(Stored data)
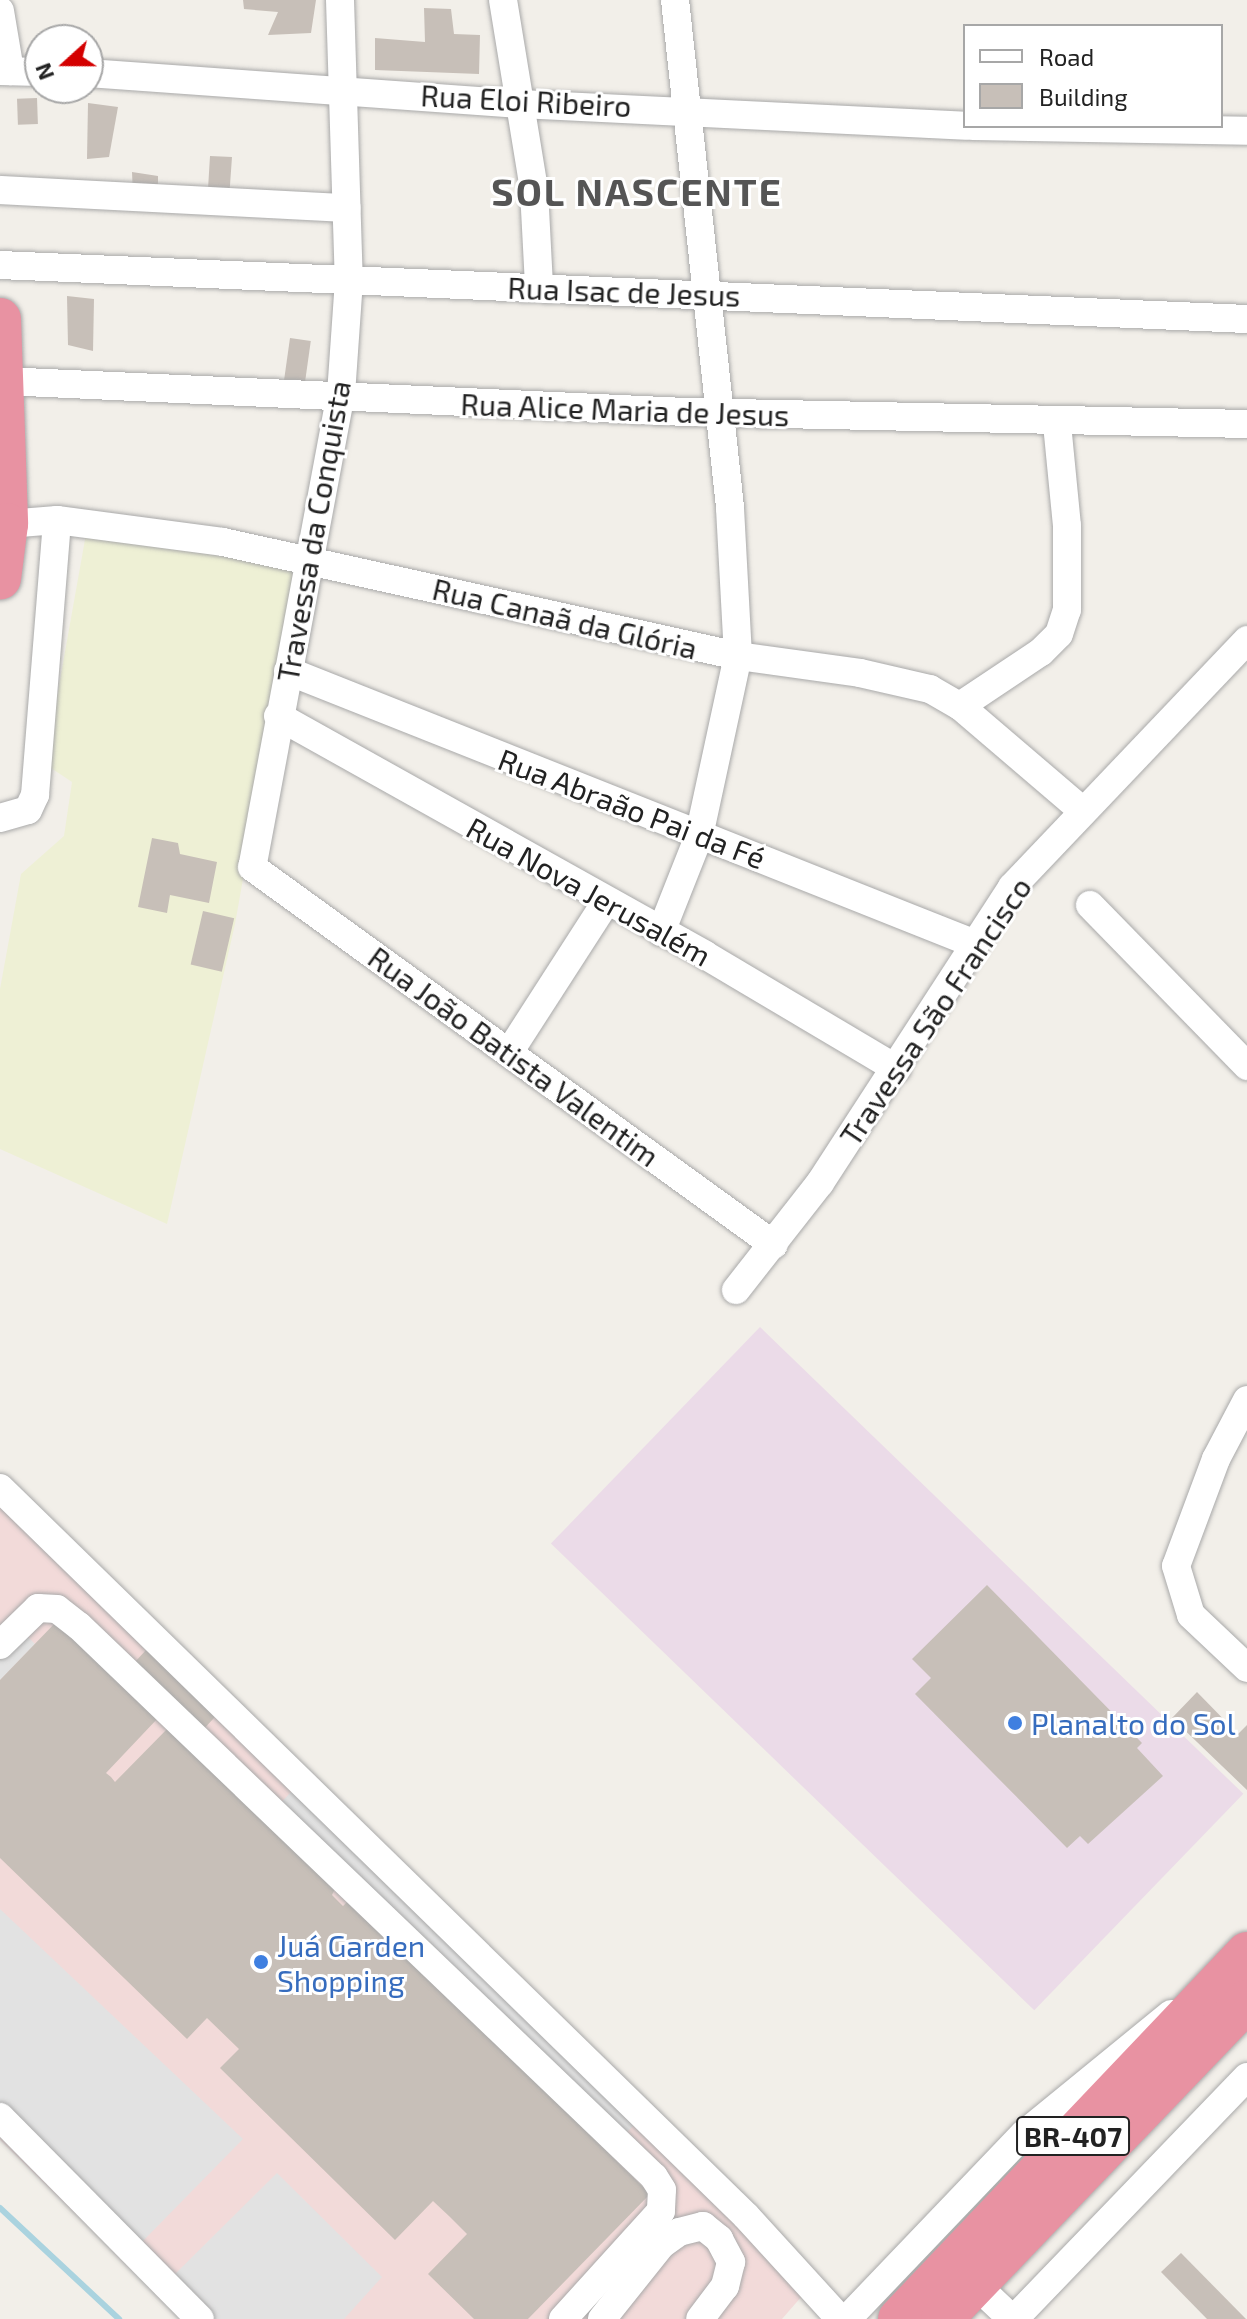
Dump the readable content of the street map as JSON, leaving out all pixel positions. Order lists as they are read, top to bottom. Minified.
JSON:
{"streets":{"highway":["BR-407"],"street":["Rua Eloi Ribeiro","Rua Isac de Jesus","Rua Alice Maria de Jesus","Travessa da Conquista","Rua Canaã da Glória","Rua Abraão Pai da Fé","Rua Nova Jerusalém","Travessa São Francisco","Rua João Batista Valentim"]},"crossings":[["Rua Eloi Ribeiro","Travessa da Conquista"],["Rua Isac de Jesus","Travessa da Conquista"],["Rua Alice Maria de Jesus","Travessa da Conquista"],["Travessa da Conquista","Rua Canaã da Glória"],["Travessa da Conquista","Rua Abraão Pai da Fé"],["Travessa da Conquista","Rua Nova Jerusalém"],["Travessa da Conquista","Rua João Batista Valentim"],["Rua Canaã da Glória","Travessa São Francisco"],["Rua Abraão Pai da Fé","Travessa São Francisco"],["Rua Nova Jerusalém","Travessa São Francisco"],["Travessa São Francisco","Rua João Batista Valentim"]],"districts":["SOL NASCENTE"],"places":["Planalto do Sol","Juá Garden Shopping"],"legend":["Road","Building"],"north":"left"}
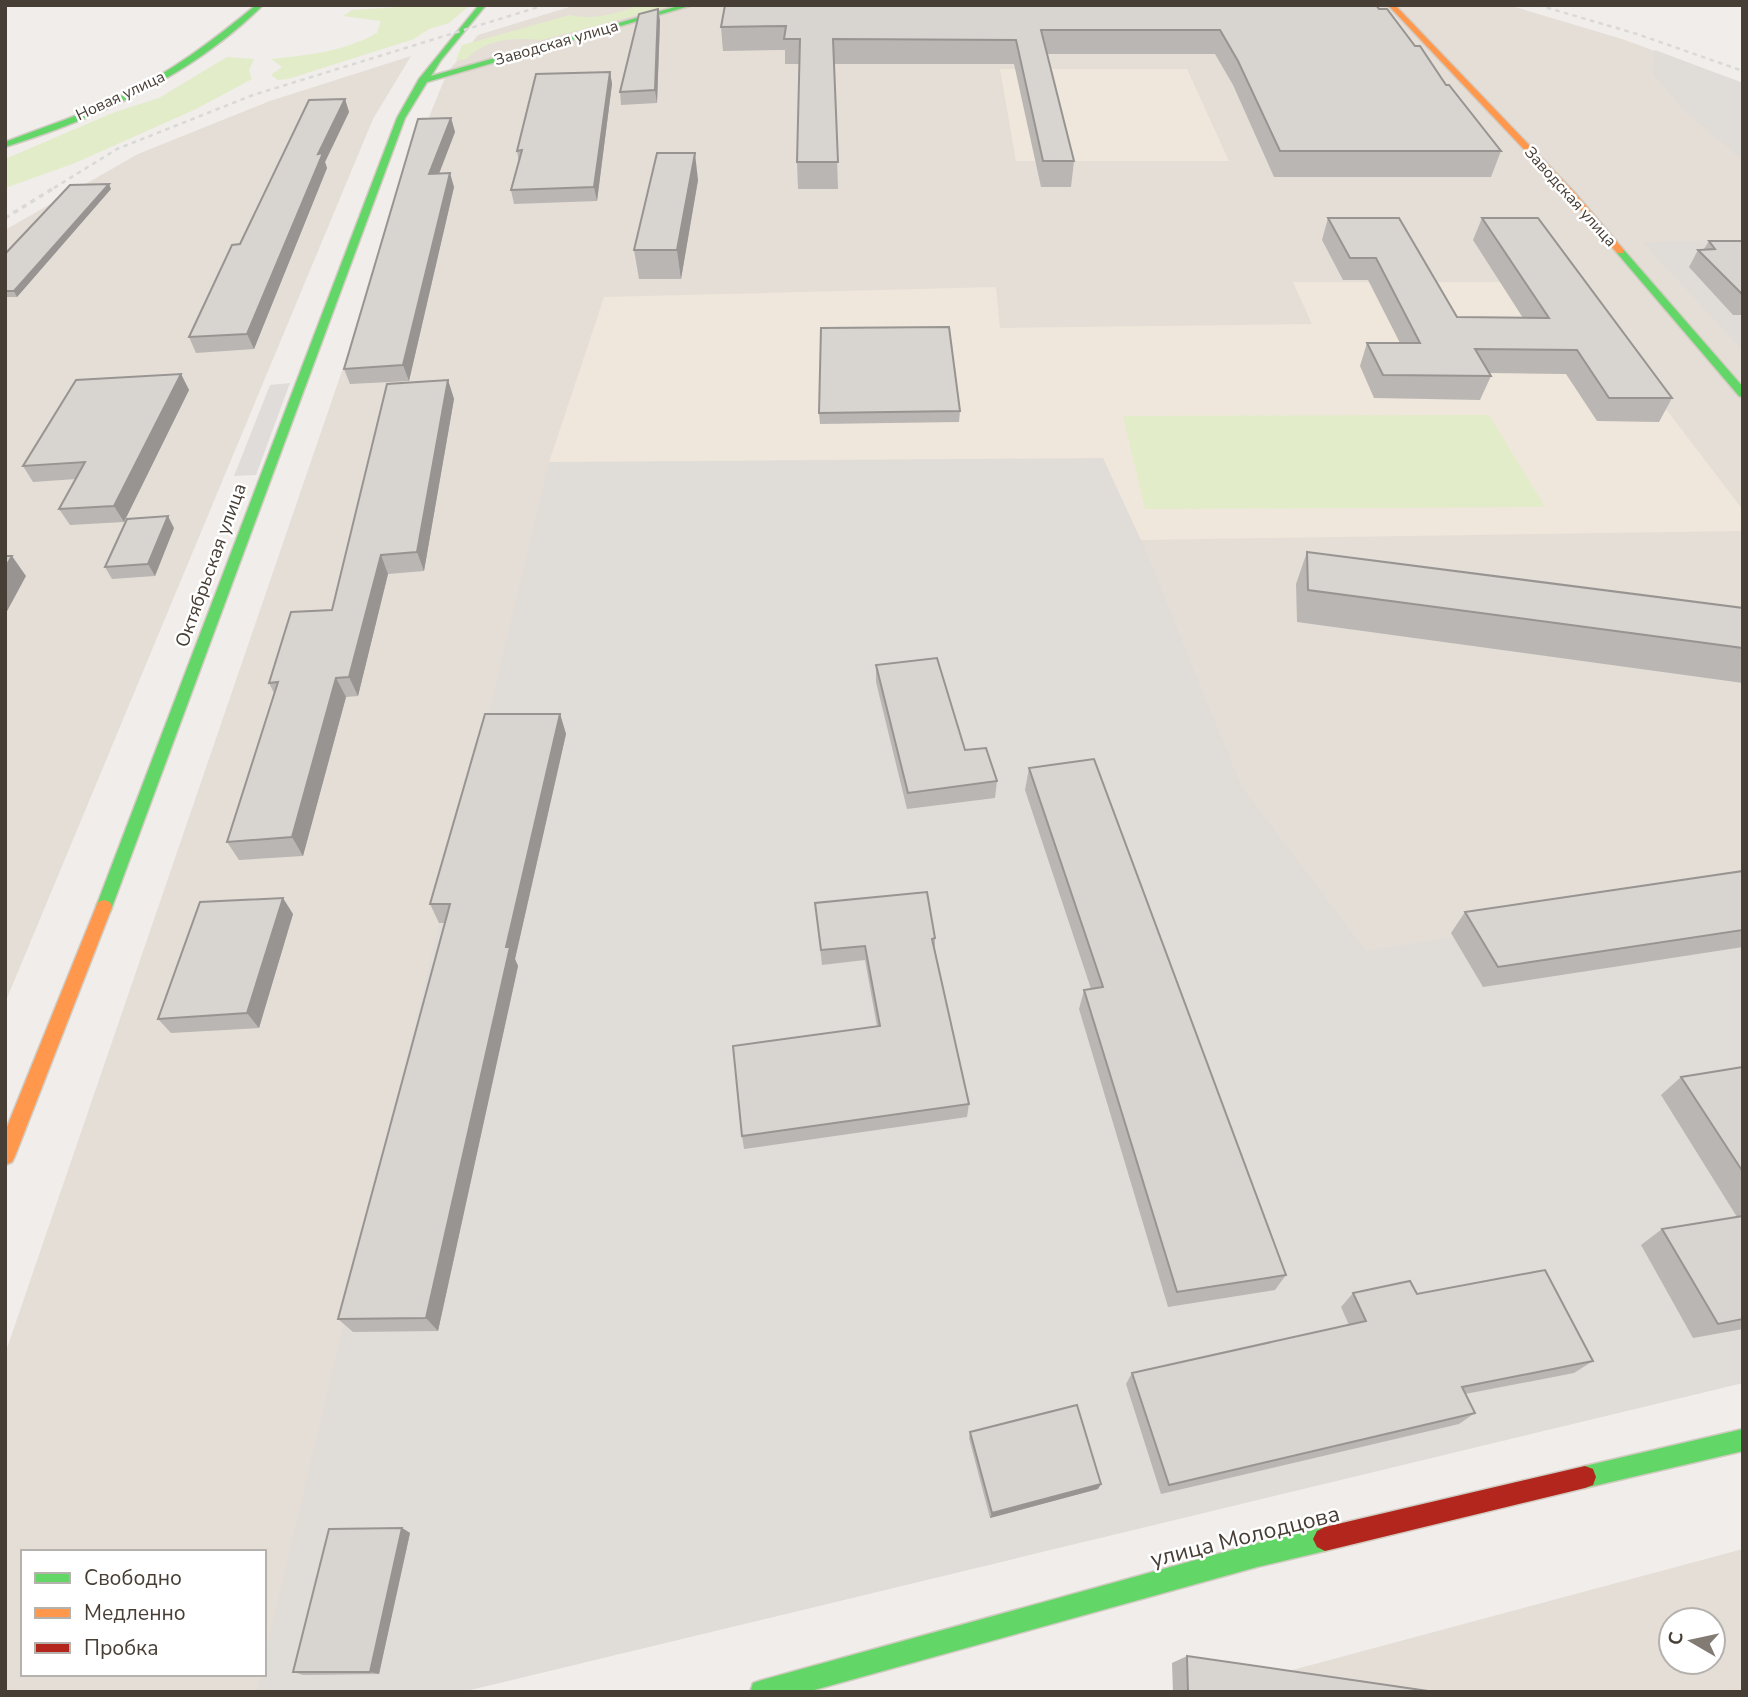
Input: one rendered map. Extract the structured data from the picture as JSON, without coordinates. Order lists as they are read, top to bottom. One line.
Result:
{"streets":{"main road":["Заводская улица","Новая улица","Октябрьская улица","улица Молодцова"]},"crossings":[["Заводская улица","Октябрьская улица"]],"legend":["Свободно","Медленно","Пробка"],"north":"left"}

▸ Action item: Only the lines from the one containing "Input: one rendered" through the end of the entries above belong in the answer; repeat them exactly.

▸ Solution:
Input: one rendered map. Extract the structured data from the picture as JSON, without coordinates. Order lists as they are read, top to bottom. One line.
Result:
{"streets":{"main road":["Заводская улица","Новая улица","Октябрьская улица","улица Молодцова"]},"crossings":[["Заводская улица","Октябрьская улица"]],"legend":["Свободно","Медленно","Пробка"],"north":"left"}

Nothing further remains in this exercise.